As for flavor.... I don't know. Maybe someone else can answer that.


----------



## Beergeek (Sep 14, 2005)

CC's right.
I have three huge maples in my front yard, a Silver, a Red and a Hard (Sugar). I tap all three, and usually end up with about a gallon of maple syrup each season.

I measured the SG (specific gravity) of the sap from each tree, and they were all the same, within the measuing capabilities of my hydrometer. All about 1.030 (0.2%)

I think you may have to wait a while before you can tap THAT one though.


----------



## babysteps (Sep 11, 2005)

CC-it sure looks like a Red Maple (Acer rubrum). Just to be sure of my knowledge I double checked my handy guide to trees from Audubon and unless you are out west-say draw a line from the Dakotas to Texas-its a Red Maple. The red on the leafstalk is kind of a hint. Other maple really don't have that bright red on the stalk and the toothy edges on the leaf. Those two things together only occur in the Red Maple.

babysteps


----------



## woodspirit (Aug 3, 2005)

it does have the leaf of an amur maple. 
I've seen crosses of red and silver maple with the same leaf though.
It's not poisonous. 
The Iroquois used to tap many different trees. Birches work too but you need to boil alot more sap to get syrup. Sweet or black birch can be tapped and have a wintergreen flavor.

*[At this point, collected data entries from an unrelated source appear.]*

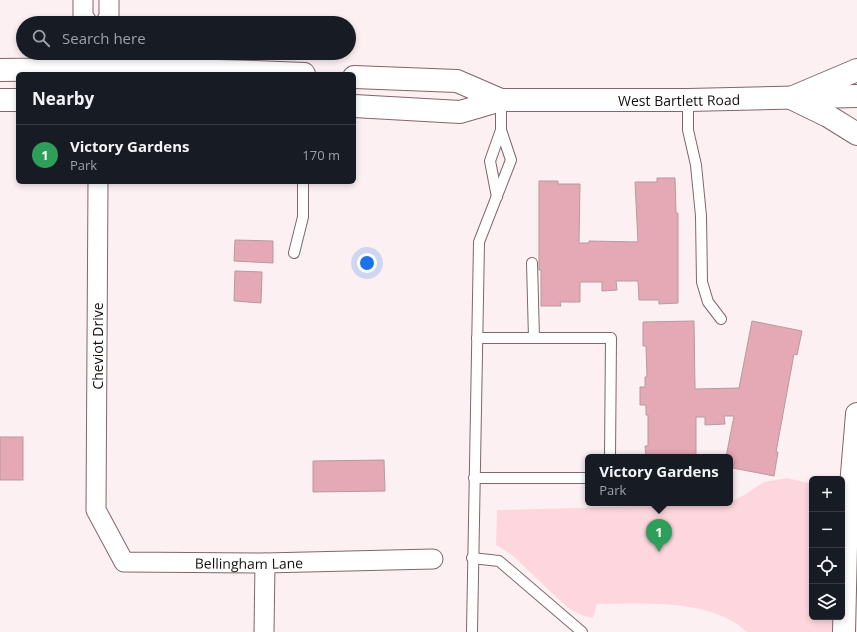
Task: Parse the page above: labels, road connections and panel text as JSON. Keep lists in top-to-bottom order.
{
  "streets": {
    "street": ["West Bartlett Road", "Cheviot Drive", "Bellingham Lane"]
  },
  "crossings": [
    ["Cheviot Drive", "Bellingham Lane"]
  ],
  "page": {
    "search": "Search here",
    "heading": "Nearby",
    "list": [
      {
        "mark": "1",
        "name": "Victory Gardens",
        "note": "Park",
        "value": "170 m"
      }
    ],
    "popup": ["Victory Gardens", "Park"],
    "map_buttons": ["+", "−"],
    "pins": "1"
  }
}
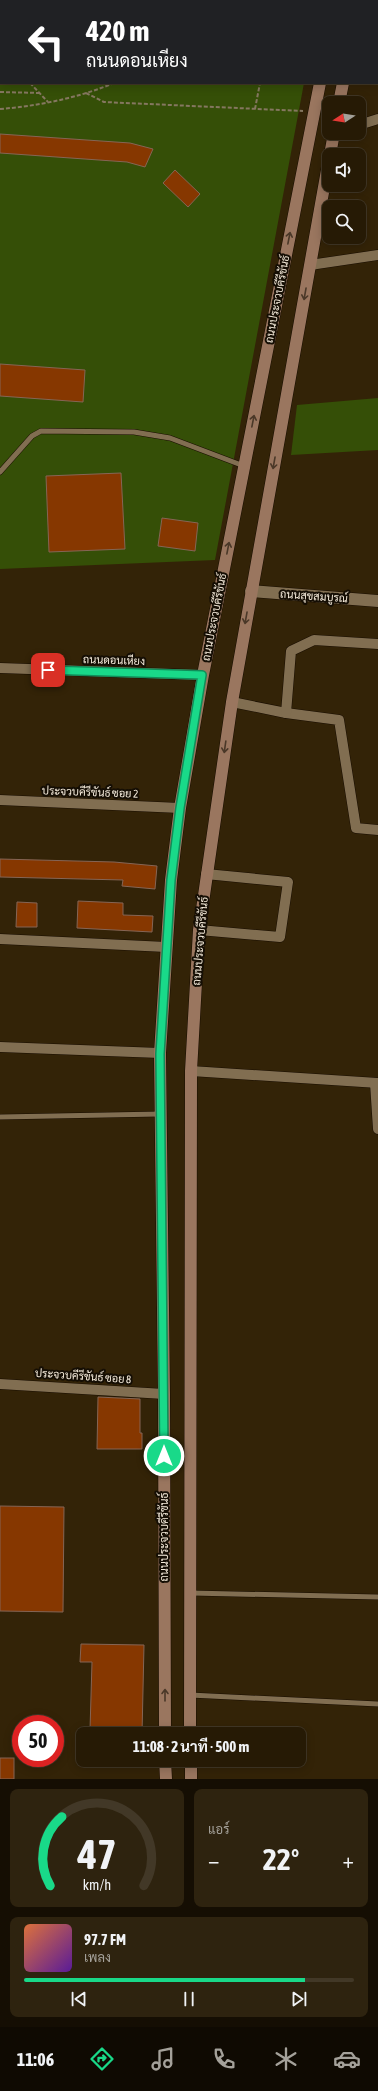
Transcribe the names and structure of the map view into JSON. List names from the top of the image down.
{
  "streets": {
    "main road": ["ถนนประจวบคีรีขันธ์"],
    "street": [
      "ถนนสุขสมบูรณ์",
      "ถนนดอนเหียง",
      "ประจวบคีรีขันธ์ ซอย 2",
      "ประจวบคีรีขันธ์ ซอย 8"
    ]
  },
  "crossings": [
    ["ถนนประจวบคีรีขันธ์", "ถนนสุขสมบูรณ์"],
    ["ถนนประจวบคีรีขันธ์", "ถนนดอนเหียง"],
    ["ถนนประจวบคีรีขันธ์", "ประจวบคีรีขันธ์ ซอย 2"],
    ["ถนนประจวบคีรีขันธ์", "ประจวบคีรีขันธ์ ซอย 8"]
  ],
  "north": "left",
  "page": {
    "turn": ["420 m", "ถนนดอนเหียง"],
    "limit": "50",
    "trip": "11:08 · 2 นาที · 500 m",
    "tile": "แอร์",
    "heat": ["−", "22°", "+"],
    "song": ["97.7 FM", "เพลง"],
    "tabs": "11:06",
    "gauge": ["47", "km/h"]
  }
}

Old timers would make a birch beer with it.


----------



## babysteps (Sep 11, 2005)

Ok, plant friends,

I went after this one because I'm thinking "I've never heard of an Amur Maple." CC's picture looks a lot like Red Maple because my brain is thinking wild native type things....so's I search the net and find out that Amur Maple is primarly a landscape sp, a native of China....OK, so I read more and find out that it is an invasive species...meaning it displaces our native plants in 
wild areas. 

So I'll stand on my soap box now.....

I'm not sure what CC has, but my advice would be for him to search out info from the NRCS at....http://plants.usda.gov/cgi_bin/topics.cgi?earl=plant_profile.cgi&symbol=ACGI

and from MN DNR at: http://www.dnr.state.mn.us/invasives/terrestrialplants/woody/amurmaple.html

and look at the plant info. and the plant to really find out what it is. If it is Amur and he's not wanting it for landscaping I'd start ripping and tearing ...especially if he's near a woodlot or other open space. Our native species are under threat from all kinds of things from Amur Maples to Zebra Mussels. 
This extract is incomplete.